- [Data provided]:
^^^^^^^^^^^^^^^^

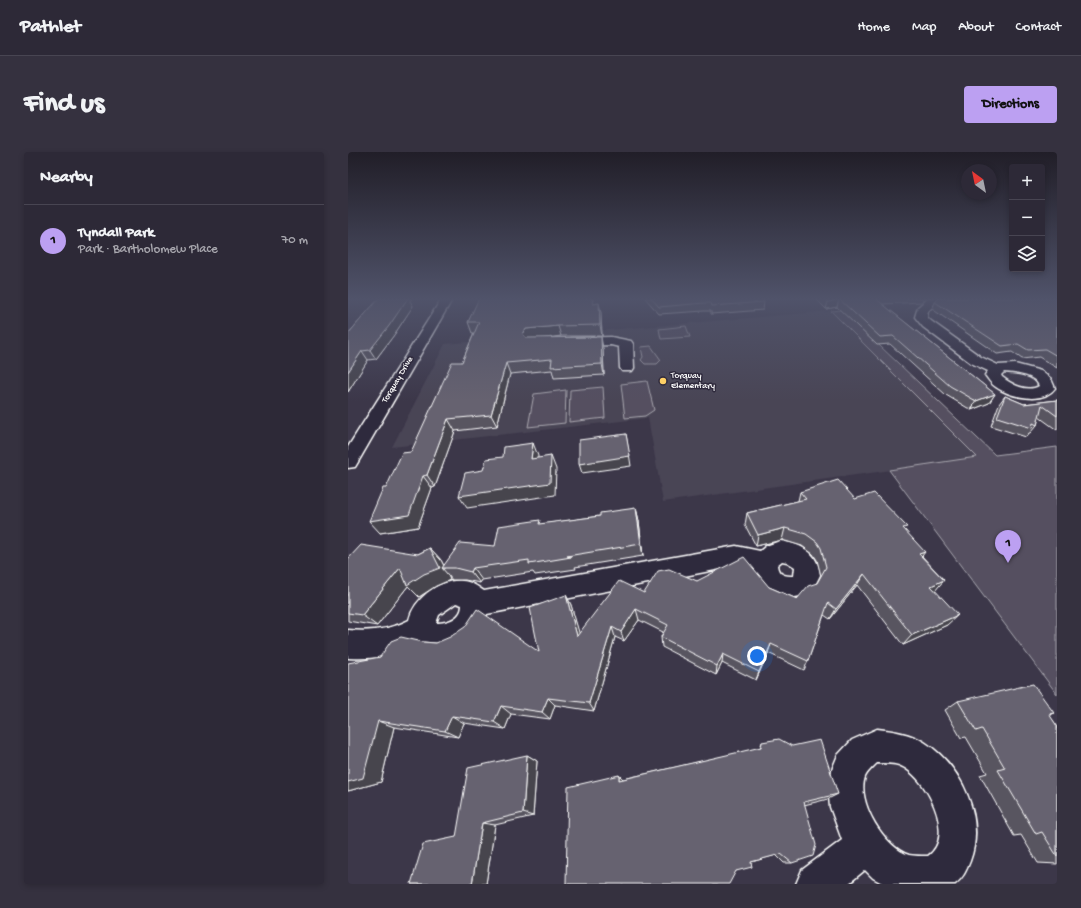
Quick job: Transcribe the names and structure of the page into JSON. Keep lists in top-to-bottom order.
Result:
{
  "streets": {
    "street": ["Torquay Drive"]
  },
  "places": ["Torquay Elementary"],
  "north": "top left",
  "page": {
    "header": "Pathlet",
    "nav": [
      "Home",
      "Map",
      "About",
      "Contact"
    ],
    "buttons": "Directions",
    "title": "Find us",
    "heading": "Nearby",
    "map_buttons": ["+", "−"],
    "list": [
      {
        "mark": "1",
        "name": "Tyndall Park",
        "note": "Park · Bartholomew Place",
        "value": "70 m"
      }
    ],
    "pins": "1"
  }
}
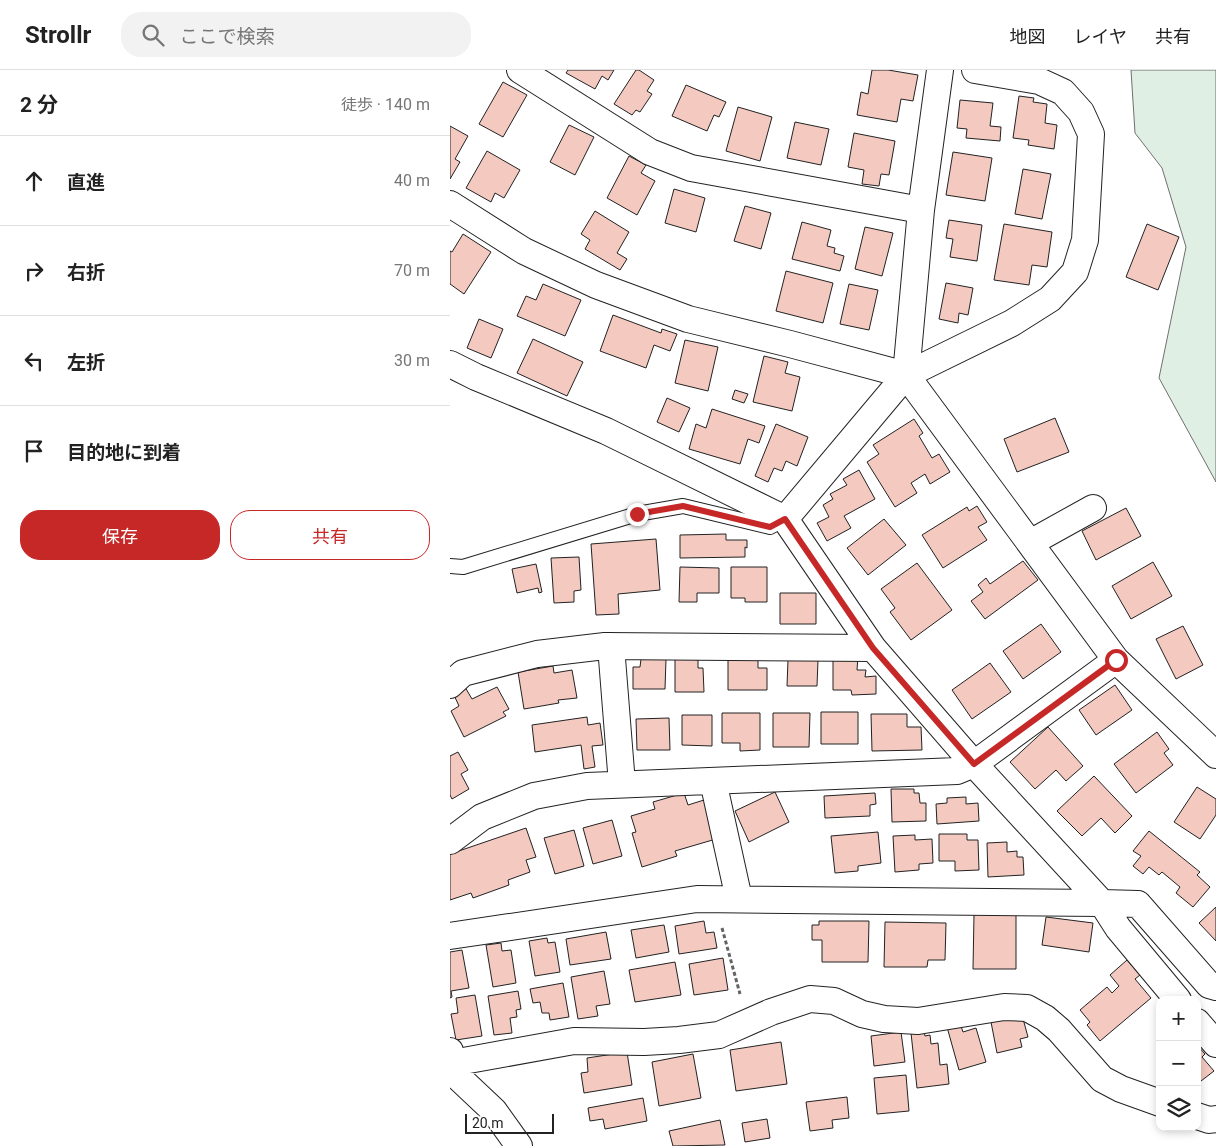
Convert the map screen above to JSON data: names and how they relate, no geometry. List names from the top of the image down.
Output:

^^^^^^^^^^^^^^^^

- [What you will do]:
Give the material above again exactly as it stands, minus any images.

- [Your solution]:
Quick job: Transcribe the names and structure of the page into JSON. Keep lists in top-to-bottom order.
Result:
{
  "streets": {
    "street": ["Torquay Drive"]
  },
  "places": ["Torquay Elementary"],
  "north": "top left",
  "page": {
    "header": "Pathlet",
    "nav": [
      "Home",
      "Map",
      "About",
      "Contact"
    ],
    "buttons": "Directions",
    "title": "Find us",
    "heading": "Nearby",
    "map_buttons": ["+", "−"],
    "list": [
      {
        "mark": "1",
        "name": "Tyndall Park",
        "note": "Park · Bartholomew Place",
        "value": "70 m"
      }
    ],
    "pins": "1"
  }
}
Convert the map screen above to JSON data: names and how they relate, no geometry. List names from the top of the image down.
Output:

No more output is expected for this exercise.